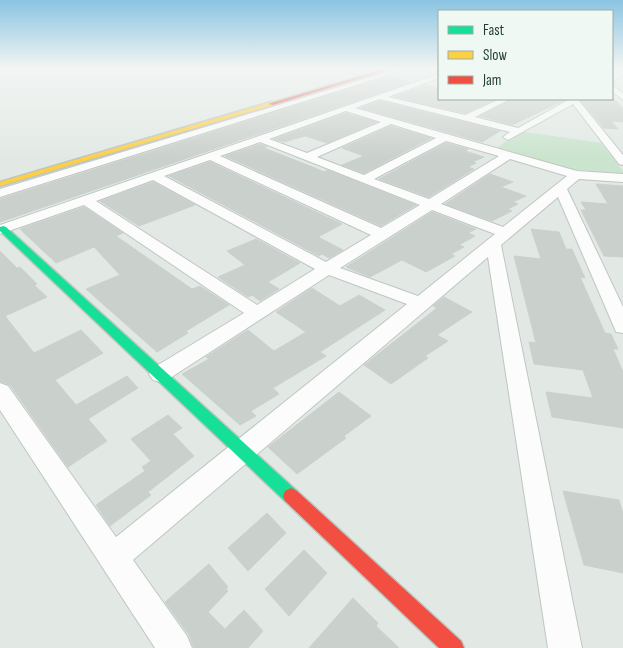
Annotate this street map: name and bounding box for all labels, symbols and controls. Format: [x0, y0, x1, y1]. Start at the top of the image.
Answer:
legend [438, 10, 613, 100]
text: Fast [483, 21, 505, 40]
text: Slow [483, 46, 507, 65]
text: Jam [482, 71, 501, 90]

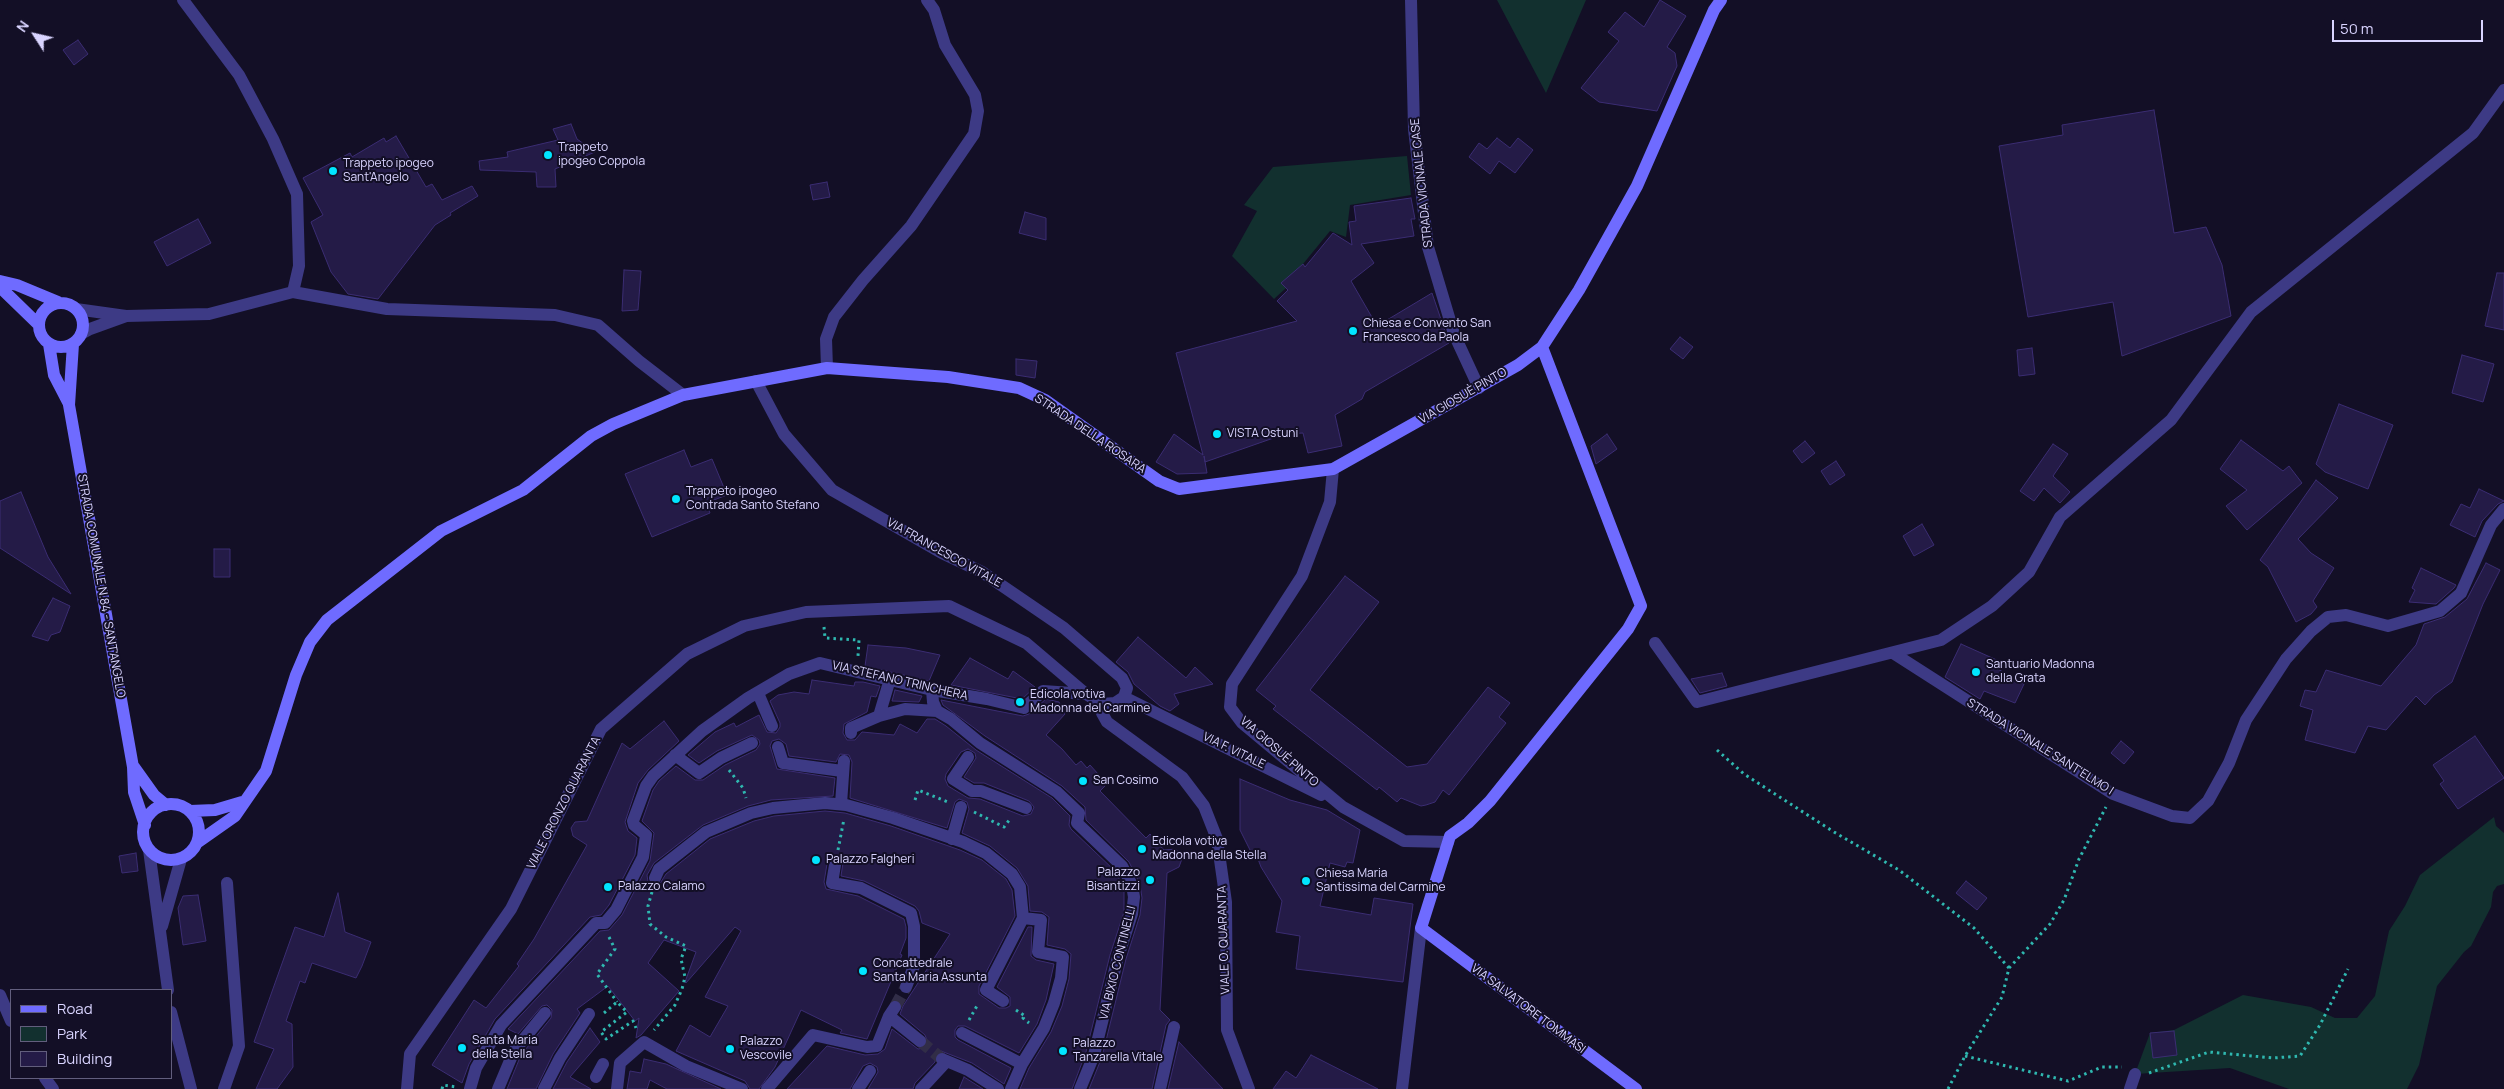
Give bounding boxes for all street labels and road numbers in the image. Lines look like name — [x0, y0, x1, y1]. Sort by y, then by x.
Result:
street label: STRADA VICINALE CASE — [1408, 118, 1436, 248]
street label: VIA GIOSUÈ PINTO — [1416, 365, 1510, 427]
street label: STRADA DELLA ROSARA — [1032, 391, 1148, 477]
street label: STRADA COMUNALE N.84 - SANT'ANGELO — [74, 473, 128, 699]
street label: VIA FRANCESCO VITALE — [884, 515, 1004, 591]
street label: VIA STEFANO TRINCHERA — [831, 658, 969, 704]
street label: STRADA VICINALE SANT'ELMO I — [1964, 696, 2116, 798]
street label: VIA GIOSUÈ PINTO — [1237, 714, 1321, 790]
street label: VIA F. VITALE — [1200, 730, 1268, 772]
street label: VIALE ORONZO QUARANTA — [524, 734, 604, 872]
street label: VIALE O. QUARANTA — [1215, 885, 1233, 995]
street label: VIA BIXIO CONTINELLI — [1097, 905, 1139, 1021]
street label: VIA SALVATORE TOMMASI — [1468, 961, 1588, 1057]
┄┄┄┄┄┄
→ **EXERCISE GOAL**
Repeat exactly the lines from the line containing "Give bounding boxes" through the last line of the records above, including both, and nothing else.

→ **RESPONSE**
Give bounding boxes for all street labels and road numbers in the image. Lines look like name — [x0, y0, x1, y1]. Sort by y, then by x.
Result:
street label: STRADA VICINALE CASE — [1408, 118, 1436, 248]
street label: VIA GIOSUÈ PINTO — [1416, 365, 1510, 427]
street label: STRADA DELLA ROSARA — [1032, 391, 1148, 477]
street label: STRADA COMUNALE N.84 - SANT'ANGELO — [74, 473, 128, 699]
street label: VIA FRANCESCO VITALE — [884, 515, 1004, 591]
street label: VIA STEFANO TRINCHERA — [831, 658, 969, 704]
street label: STRADA VICINALE SANT'ELMO I — [1964, 696, 2116, 798]
street label: VIA GIOSUÈ PINTO — [1237, 714, 1321, 790]
street label: VIA F. VITALE — [1200, 730, 1268, 772]
street label: VIALE ORONZO QUARANTA — [524, 734, 604, 872]
street label: VIALE O. QUARANTA — [1215, 885, 1233, 995]
street label: VIA BIXIO CONTINELLI — [1097, 905, 1139, 1021]
street label: VIA SALVATORE TOMMASI — [1468, 961, 1588, 1057]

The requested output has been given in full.